• Assignment: Compute how many lines in the entries below contain "Asperón", and output nothing but the number.

Items from a dataset
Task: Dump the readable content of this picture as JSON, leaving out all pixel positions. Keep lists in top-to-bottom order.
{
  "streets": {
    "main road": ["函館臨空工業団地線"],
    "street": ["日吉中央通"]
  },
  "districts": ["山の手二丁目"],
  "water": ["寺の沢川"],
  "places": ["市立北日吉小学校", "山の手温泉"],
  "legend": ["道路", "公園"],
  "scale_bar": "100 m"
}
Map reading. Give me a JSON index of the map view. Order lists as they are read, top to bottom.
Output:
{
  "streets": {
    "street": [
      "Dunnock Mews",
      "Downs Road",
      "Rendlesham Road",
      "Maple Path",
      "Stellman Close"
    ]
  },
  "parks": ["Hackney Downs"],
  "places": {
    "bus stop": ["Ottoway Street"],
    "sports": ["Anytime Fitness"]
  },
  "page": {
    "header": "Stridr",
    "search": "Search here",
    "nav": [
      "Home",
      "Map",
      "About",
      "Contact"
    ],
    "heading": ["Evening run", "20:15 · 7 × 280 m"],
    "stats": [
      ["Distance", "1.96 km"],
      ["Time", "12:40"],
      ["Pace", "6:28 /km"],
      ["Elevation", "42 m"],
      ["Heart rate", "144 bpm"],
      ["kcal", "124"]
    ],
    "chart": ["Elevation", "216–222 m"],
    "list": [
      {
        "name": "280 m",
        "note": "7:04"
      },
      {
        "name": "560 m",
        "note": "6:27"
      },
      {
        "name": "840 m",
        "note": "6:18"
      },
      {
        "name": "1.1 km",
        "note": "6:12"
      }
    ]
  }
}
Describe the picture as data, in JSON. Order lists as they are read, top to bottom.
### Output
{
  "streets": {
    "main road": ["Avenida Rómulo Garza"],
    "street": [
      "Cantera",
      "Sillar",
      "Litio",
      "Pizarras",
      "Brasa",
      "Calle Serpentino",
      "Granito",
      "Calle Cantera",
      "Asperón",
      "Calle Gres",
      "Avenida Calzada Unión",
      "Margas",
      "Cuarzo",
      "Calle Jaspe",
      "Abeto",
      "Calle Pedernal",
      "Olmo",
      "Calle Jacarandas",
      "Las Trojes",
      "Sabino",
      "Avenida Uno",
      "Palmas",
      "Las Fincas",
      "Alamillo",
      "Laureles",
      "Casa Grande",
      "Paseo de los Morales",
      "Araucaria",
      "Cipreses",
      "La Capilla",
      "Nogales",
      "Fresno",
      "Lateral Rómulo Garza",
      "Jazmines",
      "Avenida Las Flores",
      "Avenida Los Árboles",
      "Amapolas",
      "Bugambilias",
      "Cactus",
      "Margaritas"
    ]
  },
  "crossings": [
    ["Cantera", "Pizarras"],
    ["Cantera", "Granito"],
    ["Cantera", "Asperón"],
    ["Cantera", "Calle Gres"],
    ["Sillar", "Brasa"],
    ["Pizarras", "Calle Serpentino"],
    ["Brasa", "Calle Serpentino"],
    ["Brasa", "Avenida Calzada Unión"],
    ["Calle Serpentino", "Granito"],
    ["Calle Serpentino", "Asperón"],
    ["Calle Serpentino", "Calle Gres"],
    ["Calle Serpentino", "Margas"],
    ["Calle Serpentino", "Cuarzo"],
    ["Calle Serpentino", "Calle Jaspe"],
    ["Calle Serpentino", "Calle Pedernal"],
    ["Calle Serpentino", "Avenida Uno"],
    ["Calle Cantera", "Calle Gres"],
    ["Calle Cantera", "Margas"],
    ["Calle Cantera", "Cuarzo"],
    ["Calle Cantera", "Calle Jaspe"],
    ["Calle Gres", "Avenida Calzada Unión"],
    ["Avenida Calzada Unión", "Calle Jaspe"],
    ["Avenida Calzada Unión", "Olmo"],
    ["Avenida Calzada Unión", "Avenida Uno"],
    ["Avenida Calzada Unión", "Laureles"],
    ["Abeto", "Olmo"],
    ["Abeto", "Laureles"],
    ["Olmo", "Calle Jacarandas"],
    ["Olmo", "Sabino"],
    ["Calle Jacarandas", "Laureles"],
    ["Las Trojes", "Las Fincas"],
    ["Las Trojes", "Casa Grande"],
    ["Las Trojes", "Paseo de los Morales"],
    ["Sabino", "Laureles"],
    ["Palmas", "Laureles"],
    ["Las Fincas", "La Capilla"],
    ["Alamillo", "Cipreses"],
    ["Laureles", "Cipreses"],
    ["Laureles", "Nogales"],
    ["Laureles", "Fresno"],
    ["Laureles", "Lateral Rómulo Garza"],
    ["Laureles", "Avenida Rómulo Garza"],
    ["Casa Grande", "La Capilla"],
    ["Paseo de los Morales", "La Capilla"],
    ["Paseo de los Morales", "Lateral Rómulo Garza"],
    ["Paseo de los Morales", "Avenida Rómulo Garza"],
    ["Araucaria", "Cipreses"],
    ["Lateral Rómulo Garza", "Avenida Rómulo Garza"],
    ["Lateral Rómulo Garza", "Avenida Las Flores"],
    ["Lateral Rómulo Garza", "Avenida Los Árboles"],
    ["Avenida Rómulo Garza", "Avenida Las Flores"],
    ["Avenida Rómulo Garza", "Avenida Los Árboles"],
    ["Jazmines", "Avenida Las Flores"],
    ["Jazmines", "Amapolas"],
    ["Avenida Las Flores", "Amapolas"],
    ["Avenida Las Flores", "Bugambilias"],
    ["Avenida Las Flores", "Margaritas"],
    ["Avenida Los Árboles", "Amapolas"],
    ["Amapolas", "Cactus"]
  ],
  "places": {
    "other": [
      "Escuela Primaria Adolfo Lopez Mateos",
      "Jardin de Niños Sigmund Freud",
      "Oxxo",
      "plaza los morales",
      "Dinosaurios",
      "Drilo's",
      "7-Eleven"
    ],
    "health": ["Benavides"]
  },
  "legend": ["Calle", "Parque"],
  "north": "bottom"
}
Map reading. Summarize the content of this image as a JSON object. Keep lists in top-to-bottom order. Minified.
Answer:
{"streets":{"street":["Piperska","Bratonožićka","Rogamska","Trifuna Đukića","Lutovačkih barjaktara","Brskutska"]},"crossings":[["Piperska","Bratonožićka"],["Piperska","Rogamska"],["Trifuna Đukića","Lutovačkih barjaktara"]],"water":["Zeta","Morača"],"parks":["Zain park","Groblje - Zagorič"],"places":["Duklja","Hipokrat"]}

• Expected answer: 3